Is There a Role for Cellular Prion Protein in Intrathymic T Cell Differentiation and Migration?

Abstract

The cellular prion protein (PrP(C)) is expressed in the nervous and immune systems. Functionally, PrP(C) has been suggested to participate in neuron survival, neuritogenesis and T lymphocyte activation. Moreover, PrP(C) interaction with laminin influences neuronal adhesion and neurite extension. Nevertheless, so far the physiological role of PrP(C) has not been completely elucidated, particularly in the immune system. The aim of the study was to evaluate the possible participation of PrP(C) in intrathymic T cell development. We evaluated T cell differentiation markers in thymocytes and peripheral lymphocytes, as well as thymocyte death in PrP(C)-null or PrP(C)-overexpressing (Tga20) mice, compared to wild-type controls.
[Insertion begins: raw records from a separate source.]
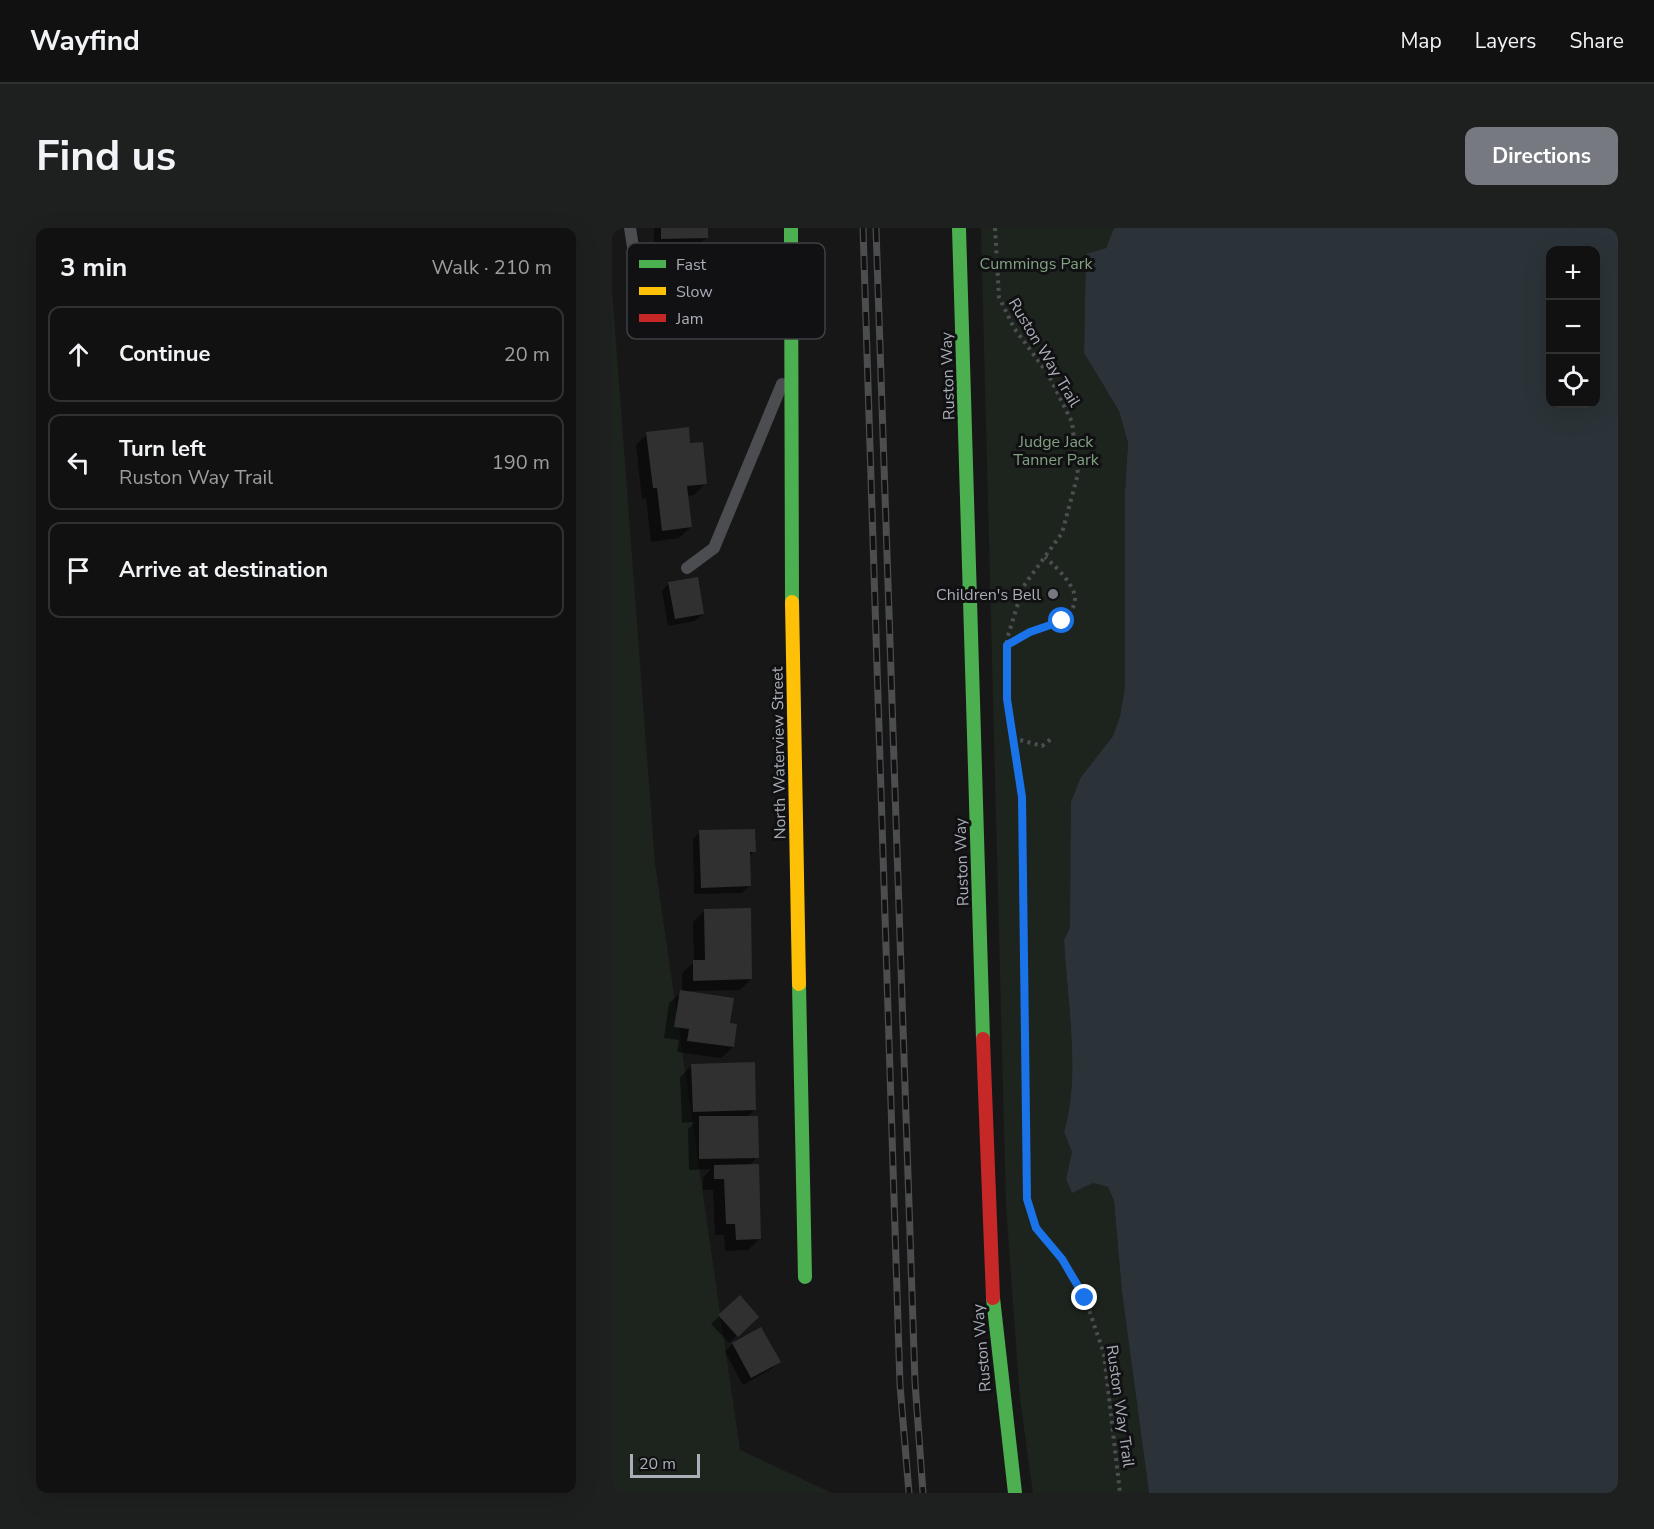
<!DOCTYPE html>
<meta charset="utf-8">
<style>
body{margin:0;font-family:"Nunito Sans",sans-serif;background:#1e1f1f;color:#f1f3f6}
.controls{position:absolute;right:18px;top:18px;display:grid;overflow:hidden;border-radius:12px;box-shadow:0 6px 24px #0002}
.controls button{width:54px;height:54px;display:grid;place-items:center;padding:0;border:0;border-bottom:2px solid #303131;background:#111;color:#f1f3f6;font:30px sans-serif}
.scale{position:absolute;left:18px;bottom:15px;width:70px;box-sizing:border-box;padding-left:6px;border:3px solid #a9aeb7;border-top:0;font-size:16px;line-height:21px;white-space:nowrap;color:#a9aeb7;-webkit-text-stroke:4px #111113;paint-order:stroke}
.stop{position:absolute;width:18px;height:18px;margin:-14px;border:4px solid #1a73e8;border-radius:50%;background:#fff}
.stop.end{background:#1a73e8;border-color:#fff;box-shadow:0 2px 6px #0008}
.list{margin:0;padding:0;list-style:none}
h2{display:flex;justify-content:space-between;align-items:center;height:78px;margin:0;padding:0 24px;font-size:26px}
h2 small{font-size:20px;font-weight:400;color:#9c9d9f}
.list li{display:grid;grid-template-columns:39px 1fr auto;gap:18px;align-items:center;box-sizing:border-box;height:96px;margin:0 12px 12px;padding:0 12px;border:2px solid #303131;border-radius:12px}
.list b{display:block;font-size:22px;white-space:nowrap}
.list p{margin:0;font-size:20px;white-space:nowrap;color:#9c9d9f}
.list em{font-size:20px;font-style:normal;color:#9c9d9f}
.icon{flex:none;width:33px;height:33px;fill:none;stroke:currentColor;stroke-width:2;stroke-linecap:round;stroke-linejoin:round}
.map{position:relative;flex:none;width:1006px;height:1265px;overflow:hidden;border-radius:12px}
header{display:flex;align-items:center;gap:36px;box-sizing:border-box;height:84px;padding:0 30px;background:#111;border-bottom:2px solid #303131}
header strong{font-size:28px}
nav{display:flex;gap:33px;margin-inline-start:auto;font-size:21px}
.intro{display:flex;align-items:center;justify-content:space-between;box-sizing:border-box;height:144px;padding:0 36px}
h1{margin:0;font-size:42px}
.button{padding:15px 27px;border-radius:12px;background:#76797f;color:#fff;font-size:21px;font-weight:700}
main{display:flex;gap:36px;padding:0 36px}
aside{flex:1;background:#111;border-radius:12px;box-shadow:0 6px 24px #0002}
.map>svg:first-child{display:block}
.green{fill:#1d241e}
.water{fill:#2b3338;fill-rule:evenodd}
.shadow{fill:#0007}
.building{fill:#303031}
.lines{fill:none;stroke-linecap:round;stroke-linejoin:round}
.path{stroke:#4d4e51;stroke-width:4;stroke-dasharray:3 4.5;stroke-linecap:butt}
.lane{stroke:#4b4d50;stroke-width:12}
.fast{stroke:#4caf50;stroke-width:14}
.slow{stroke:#ffc107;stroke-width:14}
.jam{stroke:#c62828;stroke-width:14}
.rail-casing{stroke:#4c4d4e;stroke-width:7}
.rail{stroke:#111113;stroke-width:4.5;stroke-dasharray:14;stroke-linecap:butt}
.route{stroke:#1a73e8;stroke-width:8}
.poi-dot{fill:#76797f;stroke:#111113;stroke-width:2}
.labels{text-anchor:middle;stroke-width:6;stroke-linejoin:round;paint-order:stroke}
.park-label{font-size:16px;fill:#81a181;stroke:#111113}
.street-label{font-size:16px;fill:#a9aeb7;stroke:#111113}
.poi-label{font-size:16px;fill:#a9aeb7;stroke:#111113;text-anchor:end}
.key{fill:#111113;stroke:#3f4044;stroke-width:1.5}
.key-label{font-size:16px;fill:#a9aeb7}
</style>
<header>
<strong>Wayfind</strong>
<nav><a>Map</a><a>Layers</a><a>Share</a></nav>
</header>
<div class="intro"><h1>Find us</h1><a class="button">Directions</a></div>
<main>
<aside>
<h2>3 min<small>Walk · 210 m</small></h2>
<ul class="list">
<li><svg class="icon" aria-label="ahead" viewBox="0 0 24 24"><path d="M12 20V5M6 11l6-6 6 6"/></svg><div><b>Continue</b></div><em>20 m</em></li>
<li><svg class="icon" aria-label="left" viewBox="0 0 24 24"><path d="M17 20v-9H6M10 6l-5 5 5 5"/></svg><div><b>Turn left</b><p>Ruston Way Trail</p></div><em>190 m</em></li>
<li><svg class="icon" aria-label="arrive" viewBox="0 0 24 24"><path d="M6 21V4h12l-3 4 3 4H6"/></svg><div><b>Arrive at destination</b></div></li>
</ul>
</aside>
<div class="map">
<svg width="1006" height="1265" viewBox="0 0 1006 1265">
<rect width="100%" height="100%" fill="#171717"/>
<!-- green -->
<path class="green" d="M369 0H502L494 20 474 26 472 125 507 183 516 215 513 265V459L508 488 501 508 469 549 458 699 452 712C455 771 469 848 452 904L460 924 454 951 461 964 481 955 496 959 502 973 510 1064 537 1265H421L408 1171 394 978Z
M0 62 43 636 128 1222 220 1265H0Z"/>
<!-- water -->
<path class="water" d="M502 0H1006V1265H537L510 1064 502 973 496 959 481 955 460 965 454 951 460 924 452 904C469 848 455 771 452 712L458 699 459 574 469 549 501 508 508 488 513 459V265L516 215 507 183 472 125 474 26 494 20ZM939 22H984V176H939Z"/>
<!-- shadow -->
<path class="shadow" d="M42 0H94V10L87 17 42 18Z
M35 206 77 217 94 255 82 267 75 268 79 299 67 310 39 314 34 270 30 271 24 217Z
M57 355 91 386 83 393 56 398 50 363Z
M88 604 142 623 137 629V658L130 665 82 666 81 611Z
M92 683 139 751 128 762 78 763 116 797 121 819 109 830 65 824 67 812 52 810 57 775 70 764V745L82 734 81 694Z
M80 837 142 882 135 889 145 929 137 938 147 1011 136 1022 113 1023 112 1007H103L101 962H91V950L99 941 77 942 76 901 83 894 70 895 68 849Z
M127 1069 145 1088 117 1115 99 1096Z
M148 1101 167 1134 159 1141 131 1157 113 1124 120 1116Z"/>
<!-- building -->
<path class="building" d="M49 0H96V10L49 11Z
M77 199 78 215 91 214 95 256 75 258 80 299 50 303 45 260H41L34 204Z
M86 349 92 386 63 391 56 354Z
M143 601 144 624H138L139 658 89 660 87 602Z
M139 680 140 751 81 753V732H93L92 681Z
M68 762 122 770 118 795 125 796 122 819 75 813 77 801 62 799Z
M143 834 144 882 81 884 79 836Z
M87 888H146L147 930 87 931Z
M147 936 149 1011 124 1012 123 996H114L112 951H102V937Z
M128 1067 147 1089 126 1109 106 1087Z
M149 1099 169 1134 139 1150 120 1115Z"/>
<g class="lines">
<!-- path -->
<path class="path" d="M383 0 387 69 402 100 436 146 460 194 466 246 450 305 411 359 395 411V471L410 569 415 971 424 1000 450 1031 473 1070 492 1126 508 1265
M396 417C442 389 499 388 433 329
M401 510 430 518 439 511"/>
<!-- lane -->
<path class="lane" d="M18 0 26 50
M75 340 102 320 170 156"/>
<!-- fast -->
<path class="fast" d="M179 0 180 374
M347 0 371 811
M187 756 193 1049
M381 1070 403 1265"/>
<!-- slow -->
<path class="slow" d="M180 374 187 756"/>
<!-- jam -->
<path class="jam" d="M371 811 381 1070"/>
<!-- rail casing -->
<g class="rail-casing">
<path id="rail" d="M251 0 288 1157 297 1265
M264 0 303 1154 311 1265"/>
</g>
<!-- rail -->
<use href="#rail" class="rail"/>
</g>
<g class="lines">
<!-- route -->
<path class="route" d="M450 393 418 404 395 417V471L410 569 415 971 424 1000 450 1031 473 1070"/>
</g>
<!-- markers -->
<circle class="poi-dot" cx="441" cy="366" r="6"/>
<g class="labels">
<!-- park labels -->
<g class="park-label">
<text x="424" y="41">Cummings Park</text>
<text x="444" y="219">Judge Jack<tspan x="444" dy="18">Tanner Park</tspan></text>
</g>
<!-- street labels -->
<g class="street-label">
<text transform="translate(433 124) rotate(59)" y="6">Ruston Way Trail</text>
<text transform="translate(335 148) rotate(-92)" y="6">Ruston Way</text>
<text transform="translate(166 525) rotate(-91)" y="6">North Waterview Street</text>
<text transform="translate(349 634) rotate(-92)" y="6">Ruston Way</text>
<text transform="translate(369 1120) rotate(-95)" y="6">Ruston Way</text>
<text transform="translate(509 1178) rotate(82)" y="6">Ruston Way Trail</text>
</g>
<!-- poi labels -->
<g class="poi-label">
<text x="429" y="372">Children's Bell</text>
</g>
</g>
<!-- legend -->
<rect x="15" y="15" width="198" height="96" rx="9" class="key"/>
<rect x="27" y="32" width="27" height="8" fill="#4caf50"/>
<rect x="27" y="59" width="27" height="8" fill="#ffc107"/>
<rect x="27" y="86" width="27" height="8" fill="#c62828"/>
<g class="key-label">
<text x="64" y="42">Fast</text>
<text x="64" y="69">Slow</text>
<text x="64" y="96">Jam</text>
</g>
</svg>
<div class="controls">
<button>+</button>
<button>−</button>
<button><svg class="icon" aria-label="locate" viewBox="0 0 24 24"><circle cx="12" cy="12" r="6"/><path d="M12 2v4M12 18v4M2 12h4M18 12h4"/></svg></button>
</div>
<div class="scale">20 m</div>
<div class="stop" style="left:450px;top:393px"></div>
<div class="stop end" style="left:473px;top:1070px"></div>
</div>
</main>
In these same animals, we ascertained laminin-driven thymocyte migration. Compared to controls, only marginal differences were found in PrP(C)-null animals. However, Tga20 mice exhibited a severe thymic hypoplasia, with 10-20% lymphocytes compared to wild-type counterparts. In particular, the frequency of CD4+CD8+ cells was largely reduced, and this was accompanied by a dramatic increase in the frequency of CD4-CD8- thymocytes, which could be as high as 60-65% of the whole-cell suspensions. Moreover, Tga20 mice exhibited an increase in thymocyte death, comprising the CD4+CD8+, as well as CD4+ and CD8+ single-positive cells. Additionally, laminin-driven migration was largely impaired in Tga20 mice, in which we also found a significant decrease in total T lymphocytes in the spleen and lymph nodes. Our results show that PrP(C) overexpression alters intrathymic T cell development, a defect that likely has a negative impact in the formation of the T cell peripheral pool.